Enclosure, Annagh, Co. Cork
Co. Cork |
Enclosures
In a field in Annagh, north County Cork, there is an enclosure that no one can see from the ground.
It exists, for now, only as a cropmark, one of those ghostly impressions that ancient earthworks leave on the surface of a field during dry summers, when the soil above a buried ditch or bank retains moisture differently from the surrounding earth, and growing crops betray the difference in their colour and height. From the air, the shape resolves into something deliberate: a roughly rectangular enclosure about thirty metres across, with three straight sides and one curved side to the south-west.
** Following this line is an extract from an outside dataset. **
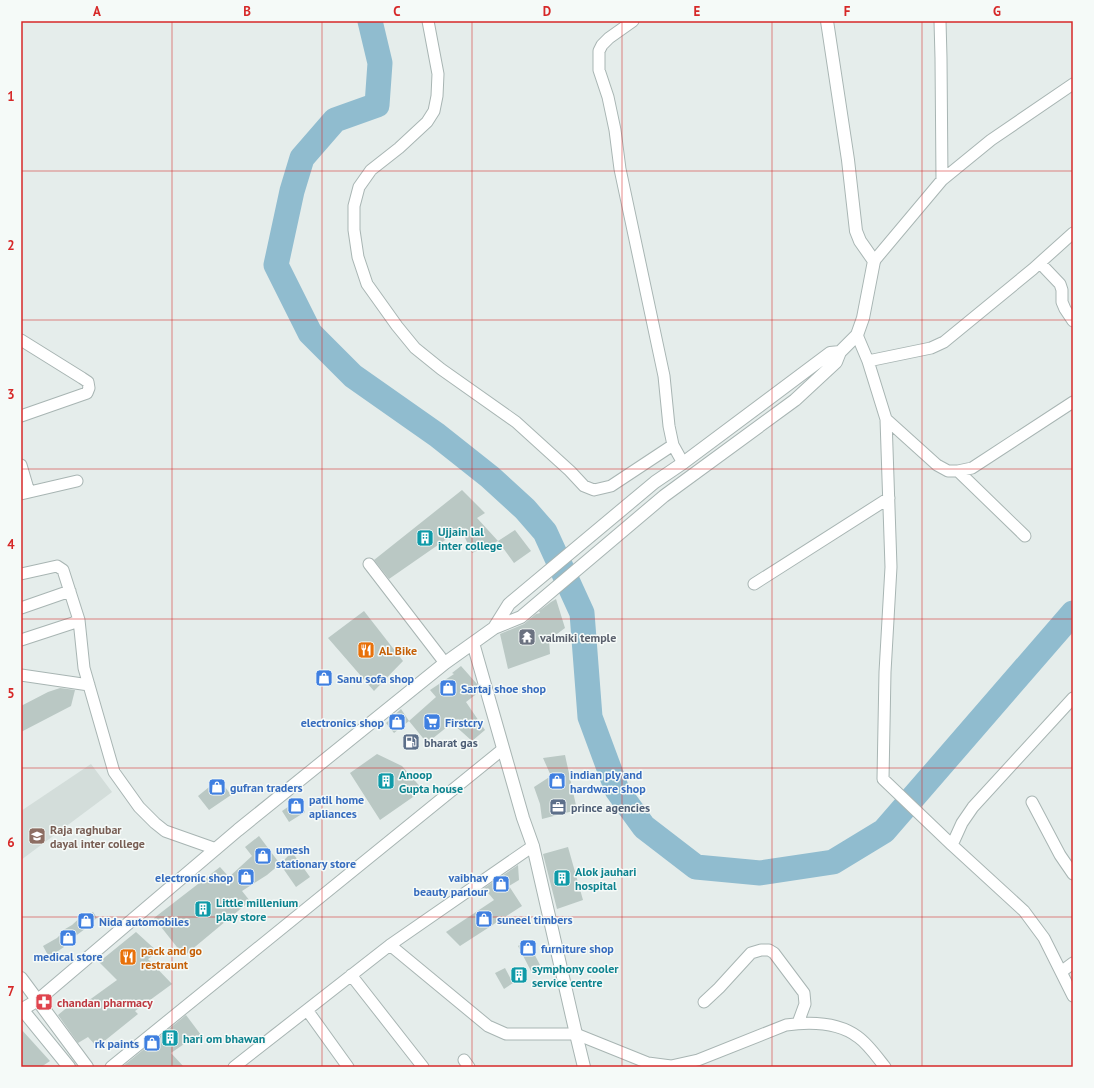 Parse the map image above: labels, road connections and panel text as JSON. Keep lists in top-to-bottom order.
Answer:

The geometry is quietly interesting. Subrectangular enclosures of this type, defined by a raised bank and an external fosse, meaning a surrounding ditch dug on the outside of the bank rather than within it, are found across Ireland and are generally associated with the early medieval period, though enclosures of broadly similar form were constructed across many centuries for many purposes, from settlement to burial to stock management. The slight irregularity here, that one curved side interrupting an otherwise angular plan, might reflect a practical adjustment to local topography, or it may simply be the way the thing was built. Without excavation it is difficult to say more. What the aerial photographs confirm is that something was once deliberately enclosed here, defined by earthworks substantial enough to leave a trace in the soil more than a thousand years later.